Besides the well known hairpin secondary structure of miRNA precursors, the 19 unique known Arabidopsis miRNAs collected in Rfam  were evaluated for the following computable sequence properties: G+C content in mature miRNA sequences, hairpin-loop length in their precursor RNA structures, number and distribution of mismatches in the hairpin stem region containing the mature miRNA sequence, and phylogenetic conservation of mature miRNA sequences in the O. sativa genome. Sequences of all 19 known Arabidopsis miRNAs had a G+C content ranging from 38% to 70%. For 15 of the 19 miRNAs, the predicted secondary structure of their precursors, or at least one precursor if a miRNA has multiple genomic loci, had a hairpin-loop length ranging from 20 to 75 nucleotides. In the hairpin structures formed by miRNA precursors, all miRNAs were found in the stem region of the hairpin, and had at least 75% sequence complementarity to their counterparts. Fifteen of 19 miRNAs were conserved with at least 90% sequence identity in the O. sativa genome. Thus, constraints of G+C content between 38 and 70%, a loop length between 20 and 75 nucleotides, and a minimum of 90% sequence identity in O. sativa were used to predict Arabidopsis miRNA.
The first step was to search for potential hairpin structures in the Arabidopsis intergenic sequences.
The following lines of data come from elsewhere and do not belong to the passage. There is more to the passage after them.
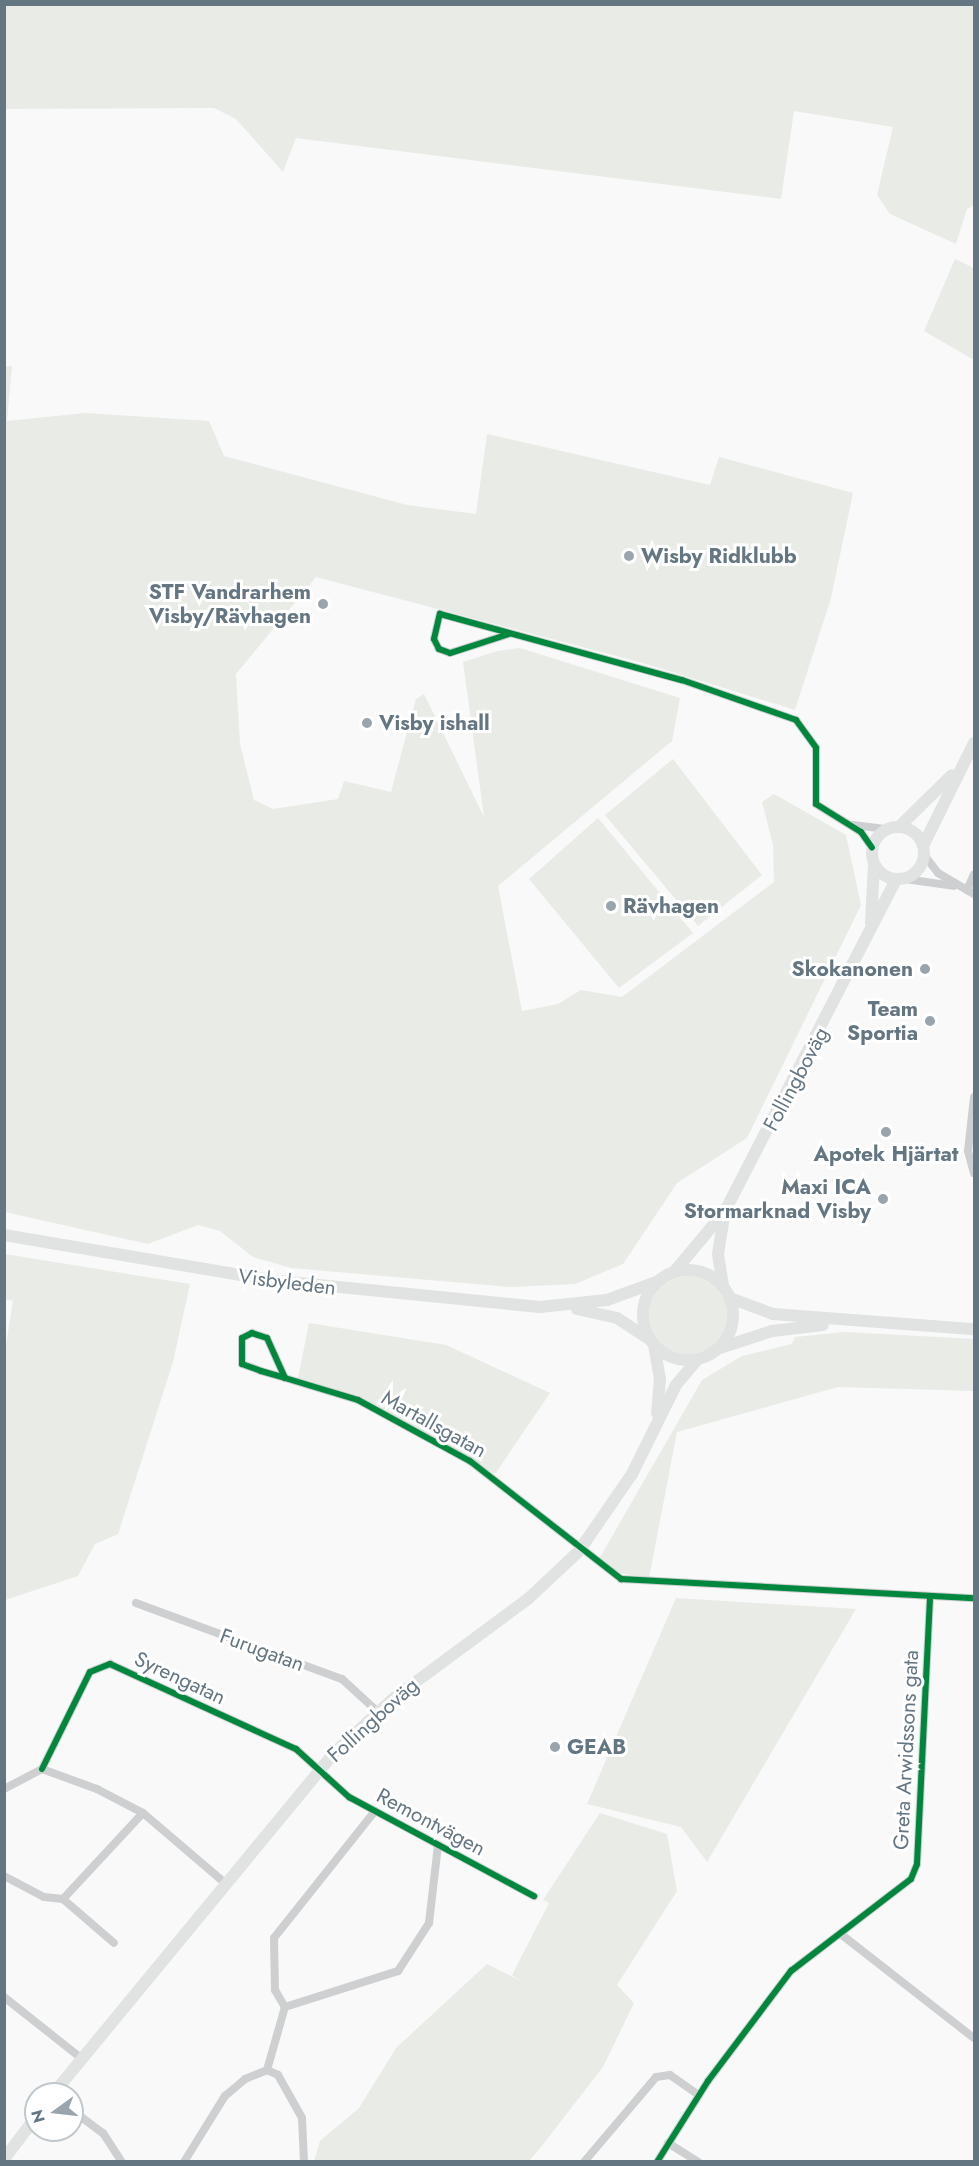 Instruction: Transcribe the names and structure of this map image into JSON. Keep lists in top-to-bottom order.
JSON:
{
  "streets": {
    "main road": ["Follingboväg", "Visbyleden"],
    "street": [
      "Martallsgatan",
      "Furugatan",
      "Syrengatan",
      "Greta Arwidssons gata",
      "Remontvägen"
    ]
  },
  "crossings": [
    ["Follingboväg", "Visbyleden"],
    ["Follingboväg", "Martallsgatan"],
    ["Follingboväg", "Furugatan"],
    ["Follingboväg", "Syrengatan"],
    ["Follingboväg", "Remontvägen"],
    ["Martallsgatan", "Greta Arwidssons gata"],
    ["Syrengatan", "Remontvägen"]
  ],
  "places": [
    "Wisby Ridklubb",
    "STF Vandrarhem Visby/Rävhagen",
    "Visby ishall",
    "Rävhagen",
    "Skokanonen",
    "Team Sportia",
    "Apotek Hjärtat",
    "Maxi ICA Stormarknad Visby",
    "GEAB"
  ],
  "north": "left"
}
As most known Arabidopsis miRNAs are around 21 nucleotides long, we used a 21-nucleotide query window to search each intergenic region for potential miRNA precursors as follows: for each successive 21-nucleotide query subsequence, if a 21-nucleotide pairing subsequence with more than 75% sequence complementarity was found downstream within a given distance (hairpin-loop length), the entire sequence from the beginning of the query subsequence to the end of the complement pairing subsequence with a 20-nucleotide extension at each side was extracted and marked as a possible hairpin sequence (see Materials and methods for details). The minimum and maximum hairpin-loop lengths used in this prediction were 20 and 75 nucleotides. Each 21-nucleotide query subsequence and its downstream complementary subsequence were considered as 'potential 21-mer miRNA candidates' (referred to as '21-mers'). If a series of overlapping forward query sequences and their corresponding downstream pairing sequences were all identified from the same hairpin structure, each of them was initially considered as an individual 21-mer.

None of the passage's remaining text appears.